Transcriptionists are Gone

 In General

Transcriptionists are Gone!

–an old pathologist’s lament

Our transcriptionists are being replaced by a computer voice recognition system. This is a sophisticated system allowing multiple pathologists to dictate at the same time, and the software transcribes voice into words. Each pathologist can review his/her dictation instantaneously on their monitor as the words are spoken. This new dictation process has a learning curve, but now the software and the pathologists have eliminated the transcriptionists’ jobs. But wait a second, they did more than just type the reports, didn’t they? Yes, besides typing, they acted as quality control filters for what everyone sent out as a finished report. A good part of the departmental reputation resulted from the transcriptionists’ commitment to making sure our reports were as exceptional as possible.

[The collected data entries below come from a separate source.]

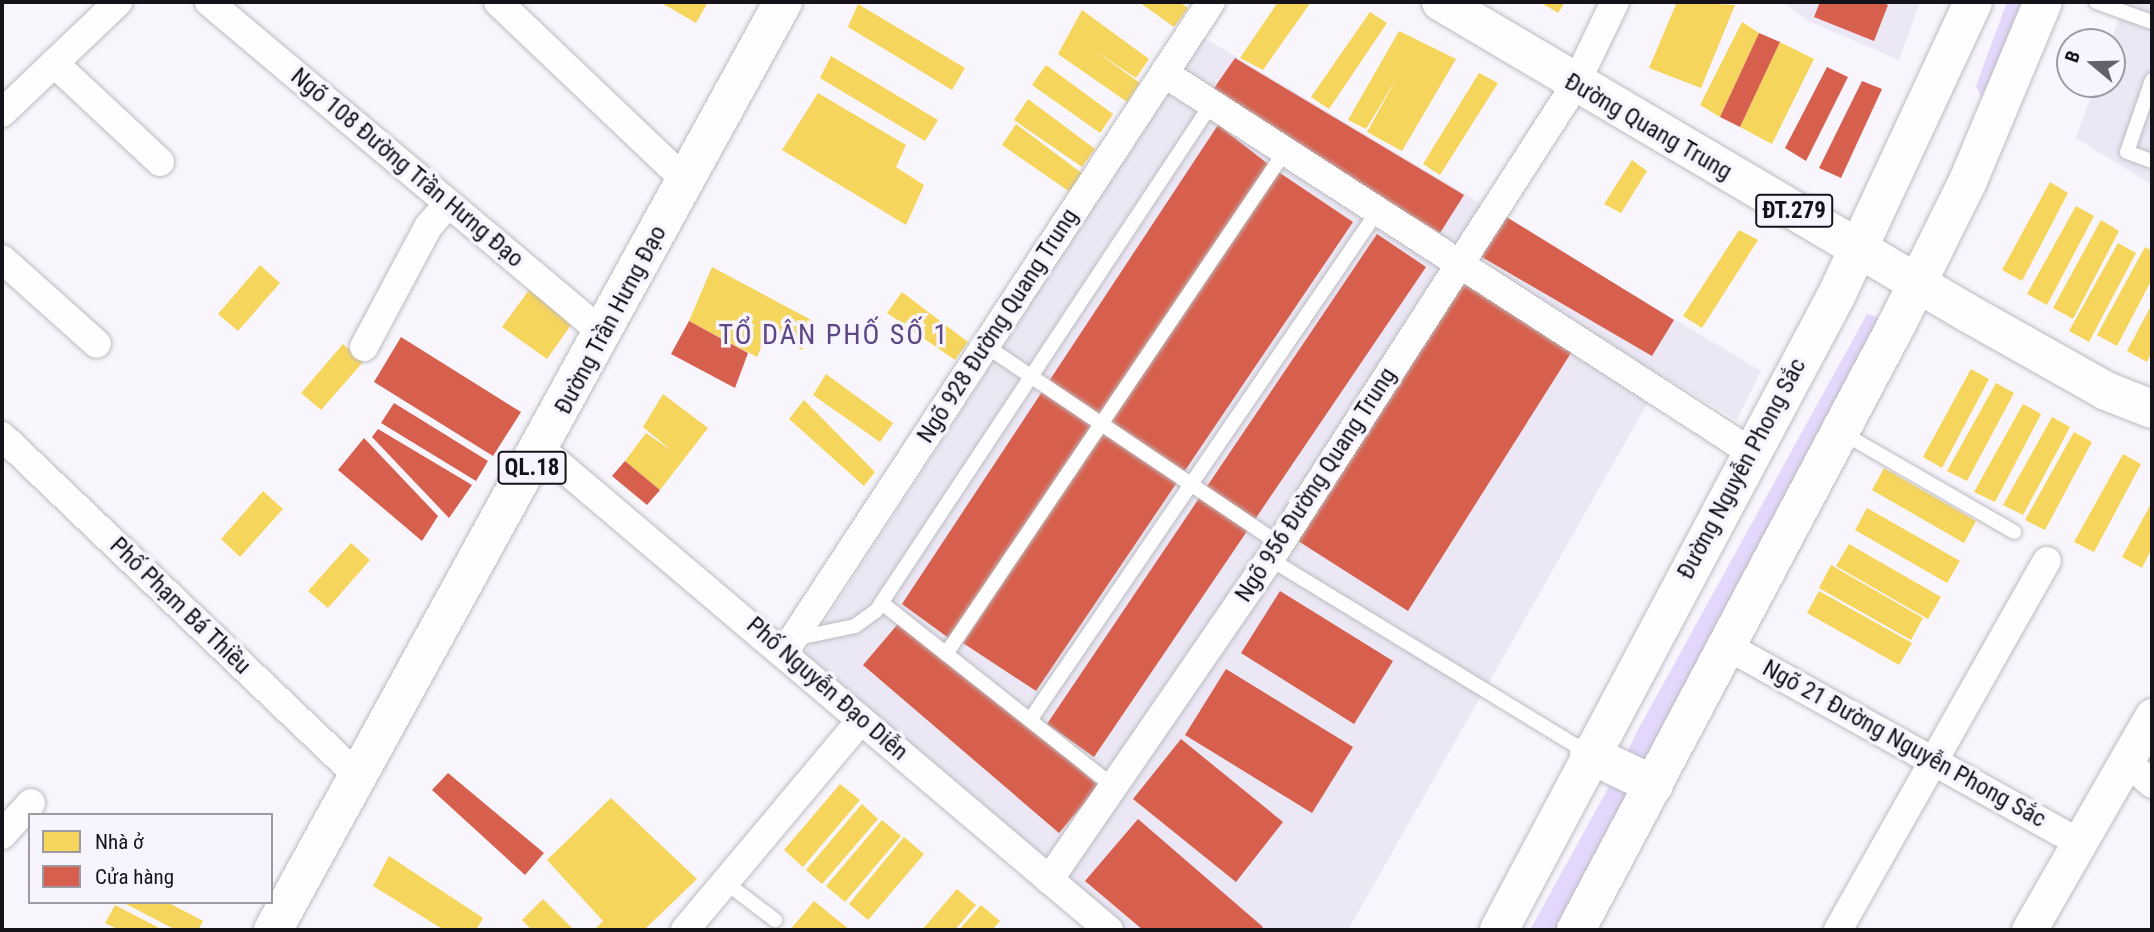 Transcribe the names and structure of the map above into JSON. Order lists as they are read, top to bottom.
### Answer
{
  "streets": {
    "main road": [
      "Đường Quang Trung",
      "ĐT.279",
      "Đường Trần Hưng Đạo",
      "QL.18",
      "Đường Nguyễn Phong Sắc"
    ],
    "street": [
      "Ngõ 108 Đường Trần Hưng Đạo",
      "Ngõ 928 Đường Quang Trung",
      "Ngõ 956 Đường Quang Trung",
      "Phố Phạm Bá Thiều",
      "Phố Nguyễn Đạo Diễn",
      "Ngõ 21 Đường Nguyễn Phong Sắc"
    ]
  },
  "crossings": [
    ["Đường Quang Trung", "Đường Nguyễn Phong Sắc"],
    ["Đường Quang Trung", "Ngõ 956 Đường Quang Trung"],
    ["Ngõ 108 Đường Trần Hưng Đạo", "Đường Trần Hưng Đạo"],
    ["Đường Trần Hưng Đạo", "Phố Phạm Bá Thiều"],
    ["Đường Trần Hưng Đạo", "Phố Nguyễn Đạo Diễn"],
    ["Ngõ 928 Đường Quang Trung", "Phố Nguyễn Đạo Diễn"],
    ["Ngõ 956 Đường Quang Trung", "Phố Nguyễn Đạo Diễn"]
  ],
  "districts": ["TỔ DÂN PHỐ SỐ 1"],
  "legend": ["Nhà ở", "Cửa hàng"],
  "north": "left"
}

The pathologists strove for excellence every day, and so did our transcriptionists.

What about the quality filter? A seasoned transcriptionist knows the format of a report. In general biopsies can be pretty simple dictation, especially when the diagnosis is normal and/or benign. Now when the biopsy report is malignant, the report becomes more complicated and special attention to details is required. The larger the specimen, often the larger the report because it is much more complicated analysis. In the case of breast malignancy, the reports are very complex, long and detailed. Lots of data needs to be included in the reports. So, the transcriptionist filter is something like an editor: an actual human review of the text, content and diagnosis in our reports. These ladies are trained in fast typing, but they also understand the content of our reports and make sure the text of the reports reflect the final diagnosis. They perform in essence as quality control filters. Computer voice recognition does none of this.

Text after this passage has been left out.